You must ensure that every person you are reaching out to has a legitimate interest in your offer and there must be a clear justification as to why you think the recipients business would benefit from your offer. It should not come as a total surprise to the recipient.
Inform the recipient of their data being processed
Make it very clear in your communication what data are you processing and the purpose.
Clear unsubscribe action followed by your message
It should be very clear to the recipient how to opt-out or unsubscribe from your mailing lists.
Accuracy of the data
The data must be regularly cleaned to keep it in an accurate state. This goes in hand with the adequacy rule in that the less data you keep the less are the chances of it going stale. In addition, it should be clear to the recipient how to amend the data or request to completely remove the data.
Do not keep the data for longer than necessary
The way you send cold emails should follow the data storage limitation principle while also being mindful of GDPR. In general, we recommend removing from your lists any prospects who have not replied within 3-4 weeks after sending them the first message as this will ensure they are only processing personal information needed for specific purposes and does not breach their rights under the European Union law (GDPR).
Keep the data secure
Practice data security principles to protect from breaching the data protection law. Accidental leakage of the data can have severe consequences.
The Information Commissioner’s Office has fined the Cabinet Office £500K for disclosing postal addresses of 2020 New Year Honours recipients online. The ICO found that this was a breach of data protection law!
Respond to complaints
As people are sensitive about their data and more informed it is natural for them to ask hundreds of questions about how or why you are processing their data. Be prompt with your replies to the questions or complaints. Provide clear answers to their questions along with the option to request deletion of their personal data.
Is cold calling and cold emailing dead?
At least, not for B2B cold outreach. As a business, you can still send a cold outreach to other businesses as long as you establish a legal basis and follow the right principles as stated above. The legal basis could be a contract, negotiation, request for a quote, request for information about your products/services or legitimate business interest. Use this tool to get guidance on the lawful basis of processing the data.
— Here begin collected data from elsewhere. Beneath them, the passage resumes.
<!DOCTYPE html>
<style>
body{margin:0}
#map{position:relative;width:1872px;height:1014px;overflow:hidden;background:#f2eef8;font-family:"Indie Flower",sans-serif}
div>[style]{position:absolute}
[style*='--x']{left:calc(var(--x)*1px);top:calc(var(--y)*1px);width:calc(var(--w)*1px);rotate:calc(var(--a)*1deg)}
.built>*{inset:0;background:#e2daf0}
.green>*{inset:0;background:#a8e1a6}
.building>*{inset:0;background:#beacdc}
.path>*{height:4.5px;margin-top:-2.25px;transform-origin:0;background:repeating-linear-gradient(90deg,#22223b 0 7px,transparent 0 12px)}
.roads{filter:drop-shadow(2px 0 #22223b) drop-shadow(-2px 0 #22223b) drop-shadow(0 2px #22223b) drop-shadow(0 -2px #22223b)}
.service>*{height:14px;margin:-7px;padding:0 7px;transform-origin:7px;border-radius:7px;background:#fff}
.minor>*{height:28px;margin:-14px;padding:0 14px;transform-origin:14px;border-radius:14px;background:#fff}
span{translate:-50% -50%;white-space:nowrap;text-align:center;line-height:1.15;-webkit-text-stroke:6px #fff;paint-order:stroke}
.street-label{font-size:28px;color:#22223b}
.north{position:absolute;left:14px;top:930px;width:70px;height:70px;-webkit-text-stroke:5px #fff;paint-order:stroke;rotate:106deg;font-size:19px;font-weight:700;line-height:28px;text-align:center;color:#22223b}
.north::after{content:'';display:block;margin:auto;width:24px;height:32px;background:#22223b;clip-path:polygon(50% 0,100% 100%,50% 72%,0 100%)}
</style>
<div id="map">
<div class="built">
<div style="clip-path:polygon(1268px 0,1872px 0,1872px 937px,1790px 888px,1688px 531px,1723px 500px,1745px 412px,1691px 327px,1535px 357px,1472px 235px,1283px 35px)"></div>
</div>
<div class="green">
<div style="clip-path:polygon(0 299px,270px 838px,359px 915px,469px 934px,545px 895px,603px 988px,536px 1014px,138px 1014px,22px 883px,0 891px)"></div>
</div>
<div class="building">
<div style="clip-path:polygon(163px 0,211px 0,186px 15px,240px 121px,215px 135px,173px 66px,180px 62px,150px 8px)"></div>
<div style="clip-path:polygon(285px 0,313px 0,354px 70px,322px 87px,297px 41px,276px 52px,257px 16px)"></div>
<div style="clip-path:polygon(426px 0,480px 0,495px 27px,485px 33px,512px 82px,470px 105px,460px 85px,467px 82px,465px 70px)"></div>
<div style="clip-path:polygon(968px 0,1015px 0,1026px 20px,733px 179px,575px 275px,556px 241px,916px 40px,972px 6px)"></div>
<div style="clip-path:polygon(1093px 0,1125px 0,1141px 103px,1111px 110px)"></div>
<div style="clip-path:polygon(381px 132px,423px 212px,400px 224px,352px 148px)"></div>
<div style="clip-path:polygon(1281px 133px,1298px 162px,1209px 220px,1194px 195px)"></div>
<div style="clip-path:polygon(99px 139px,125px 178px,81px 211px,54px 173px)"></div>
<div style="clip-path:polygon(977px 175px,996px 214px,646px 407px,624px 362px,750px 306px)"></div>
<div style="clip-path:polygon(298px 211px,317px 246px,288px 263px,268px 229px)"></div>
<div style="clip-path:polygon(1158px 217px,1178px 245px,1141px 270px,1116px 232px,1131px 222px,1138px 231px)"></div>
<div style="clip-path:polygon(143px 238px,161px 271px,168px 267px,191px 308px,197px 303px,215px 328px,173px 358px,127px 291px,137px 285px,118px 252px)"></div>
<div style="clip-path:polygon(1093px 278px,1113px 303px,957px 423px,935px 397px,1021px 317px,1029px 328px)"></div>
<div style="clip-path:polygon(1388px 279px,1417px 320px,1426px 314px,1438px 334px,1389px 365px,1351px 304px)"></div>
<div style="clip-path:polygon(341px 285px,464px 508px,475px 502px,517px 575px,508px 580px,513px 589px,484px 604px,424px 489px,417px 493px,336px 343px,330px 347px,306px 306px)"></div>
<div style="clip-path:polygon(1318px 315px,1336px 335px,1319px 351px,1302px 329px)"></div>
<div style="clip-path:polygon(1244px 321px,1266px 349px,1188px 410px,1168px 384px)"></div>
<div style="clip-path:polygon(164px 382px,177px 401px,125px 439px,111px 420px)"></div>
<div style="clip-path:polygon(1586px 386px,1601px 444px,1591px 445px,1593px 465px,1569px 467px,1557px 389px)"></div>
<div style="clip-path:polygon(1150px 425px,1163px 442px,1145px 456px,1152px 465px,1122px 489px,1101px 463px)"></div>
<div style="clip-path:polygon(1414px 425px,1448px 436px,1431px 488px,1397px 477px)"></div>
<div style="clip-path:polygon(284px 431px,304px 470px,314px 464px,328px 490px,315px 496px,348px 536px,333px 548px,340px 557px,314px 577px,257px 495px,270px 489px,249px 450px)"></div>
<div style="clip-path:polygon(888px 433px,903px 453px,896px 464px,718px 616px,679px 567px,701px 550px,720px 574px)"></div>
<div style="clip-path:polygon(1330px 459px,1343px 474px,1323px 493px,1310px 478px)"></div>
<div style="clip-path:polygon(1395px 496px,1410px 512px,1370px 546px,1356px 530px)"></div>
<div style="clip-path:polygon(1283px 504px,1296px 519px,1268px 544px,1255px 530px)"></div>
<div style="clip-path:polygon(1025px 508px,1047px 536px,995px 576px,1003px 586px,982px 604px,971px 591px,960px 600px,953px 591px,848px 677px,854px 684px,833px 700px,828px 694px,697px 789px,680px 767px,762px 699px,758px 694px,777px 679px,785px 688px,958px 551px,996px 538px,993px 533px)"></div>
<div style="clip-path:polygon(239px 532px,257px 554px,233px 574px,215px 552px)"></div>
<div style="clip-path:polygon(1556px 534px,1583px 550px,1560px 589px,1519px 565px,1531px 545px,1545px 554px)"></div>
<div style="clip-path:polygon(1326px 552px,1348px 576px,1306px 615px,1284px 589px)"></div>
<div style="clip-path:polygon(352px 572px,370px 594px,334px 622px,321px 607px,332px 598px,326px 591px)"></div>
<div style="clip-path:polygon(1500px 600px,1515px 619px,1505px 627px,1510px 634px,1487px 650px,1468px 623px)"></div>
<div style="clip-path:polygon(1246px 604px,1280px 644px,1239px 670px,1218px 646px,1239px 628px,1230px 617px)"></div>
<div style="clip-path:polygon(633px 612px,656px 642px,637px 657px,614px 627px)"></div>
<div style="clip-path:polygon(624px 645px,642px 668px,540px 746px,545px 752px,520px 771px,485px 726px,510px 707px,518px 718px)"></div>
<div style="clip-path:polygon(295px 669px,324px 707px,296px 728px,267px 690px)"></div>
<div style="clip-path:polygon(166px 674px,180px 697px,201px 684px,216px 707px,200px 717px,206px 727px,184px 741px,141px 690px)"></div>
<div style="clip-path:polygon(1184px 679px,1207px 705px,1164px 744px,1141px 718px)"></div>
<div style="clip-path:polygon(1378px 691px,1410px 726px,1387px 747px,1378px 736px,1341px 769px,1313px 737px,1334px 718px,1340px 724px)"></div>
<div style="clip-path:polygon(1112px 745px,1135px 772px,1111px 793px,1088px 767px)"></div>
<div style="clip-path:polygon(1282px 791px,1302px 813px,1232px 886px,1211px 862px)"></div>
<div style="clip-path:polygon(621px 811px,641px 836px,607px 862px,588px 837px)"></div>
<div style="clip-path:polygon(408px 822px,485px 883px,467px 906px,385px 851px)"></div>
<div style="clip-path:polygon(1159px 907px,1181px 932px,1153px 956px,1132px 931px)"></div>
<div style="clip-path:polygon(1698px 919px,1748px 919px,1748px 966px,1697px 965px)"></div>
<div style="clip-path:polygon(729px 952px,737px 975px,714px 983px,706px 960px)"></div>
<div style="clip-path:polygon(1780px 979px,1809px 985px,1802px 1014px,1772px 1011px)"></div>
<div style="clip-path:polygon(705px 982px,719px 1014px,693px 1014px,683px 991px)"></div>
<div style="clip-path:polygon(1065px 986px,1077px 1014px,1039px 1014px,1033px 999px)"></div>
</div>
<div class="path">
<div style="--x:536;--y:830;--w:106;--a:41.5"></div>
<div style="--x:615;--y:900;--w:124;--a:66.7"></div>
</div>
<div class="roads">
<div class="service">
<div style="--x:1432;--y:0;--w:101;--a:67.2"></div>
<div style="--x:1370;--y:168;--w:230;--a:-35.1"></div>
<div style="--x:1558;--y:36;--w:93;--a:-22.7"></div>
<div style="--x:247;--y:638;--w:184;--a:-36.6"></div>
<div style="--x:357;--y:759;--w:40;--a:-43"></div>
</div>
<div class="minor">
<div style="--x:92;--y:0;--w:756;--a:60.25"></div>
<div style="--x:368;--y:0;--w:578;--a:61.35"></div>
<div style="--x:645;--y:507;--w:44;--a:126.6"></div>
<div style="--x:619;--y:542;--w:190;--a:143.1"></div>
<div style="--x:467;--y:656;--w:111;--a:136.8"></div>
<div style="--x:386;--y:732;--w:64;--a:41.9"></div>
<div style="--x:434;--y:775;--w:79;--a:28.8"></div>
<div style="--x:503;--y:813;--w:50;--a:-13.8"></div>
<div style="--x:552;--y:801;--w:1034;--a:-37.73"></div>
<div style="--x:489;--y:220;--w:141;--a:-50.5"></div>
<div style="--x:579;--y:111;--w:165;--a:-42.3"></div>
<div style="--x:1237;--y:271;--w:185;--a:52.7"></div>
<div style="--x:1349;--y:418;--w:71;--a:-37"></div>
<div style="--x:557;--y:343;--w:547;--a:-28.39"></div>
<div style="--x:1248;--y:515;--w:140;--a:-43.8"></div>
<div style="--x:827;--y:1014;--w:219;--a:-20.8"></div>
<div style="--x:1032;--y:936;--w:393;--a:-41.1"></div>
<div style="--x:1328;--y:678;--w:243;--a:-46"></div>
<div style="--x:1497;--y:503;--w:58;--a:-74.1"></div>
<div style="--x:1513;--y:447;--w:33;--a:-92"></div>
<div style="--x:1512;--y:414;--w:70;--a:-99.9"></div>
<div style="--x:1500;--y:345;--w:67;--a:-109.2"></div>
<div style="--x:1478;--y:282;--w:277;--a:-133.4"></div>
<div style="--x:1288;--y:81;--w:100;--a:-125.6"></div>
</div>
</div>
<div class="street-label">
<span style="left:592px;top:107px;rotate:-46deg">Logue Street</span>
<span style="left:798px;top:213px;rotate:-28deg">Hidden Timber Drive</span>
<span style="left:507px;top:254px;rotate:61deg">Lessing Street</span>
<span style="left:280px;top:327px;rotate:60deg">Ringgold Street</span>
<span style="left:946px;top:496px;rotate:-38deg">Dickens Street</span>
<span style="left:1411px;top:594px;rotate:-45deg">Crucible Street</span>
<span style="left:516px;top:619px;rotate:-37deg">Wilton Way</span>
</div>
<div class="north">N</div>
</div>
When sending a cold email or cold calling, make it absolutely clear why you believe that your offer is a result of the legitimate interest that the recipient has shown, demonstrate a clear benefit to you or the recipient or have a compelling justification for processing the data.
Is GDPR making it difficult to do business?
GDPR is about protecting personal data and the misuse of this data, not about businesses. GDPR is not trying to kill cold outreach. In fact, GDPR should make prospecting a lot better as there should now be less noise in individuals inboxes making it more likely that your legitimate interest is read and picked up.
Can I still purchase email lists from third parties?
It is always best to create your list yourself. We do not recommend purchasing email lists without having a full understanding of how the list is collected, where the list came from and a big NO if there are no details about the user’s consent about the possibility of your business reaching out to them.
B2B cold email is still possible in the world with GDPR, in fact, even better with less nuisance marketing. GDPR and PECR should both be kept in mind when sending email communications.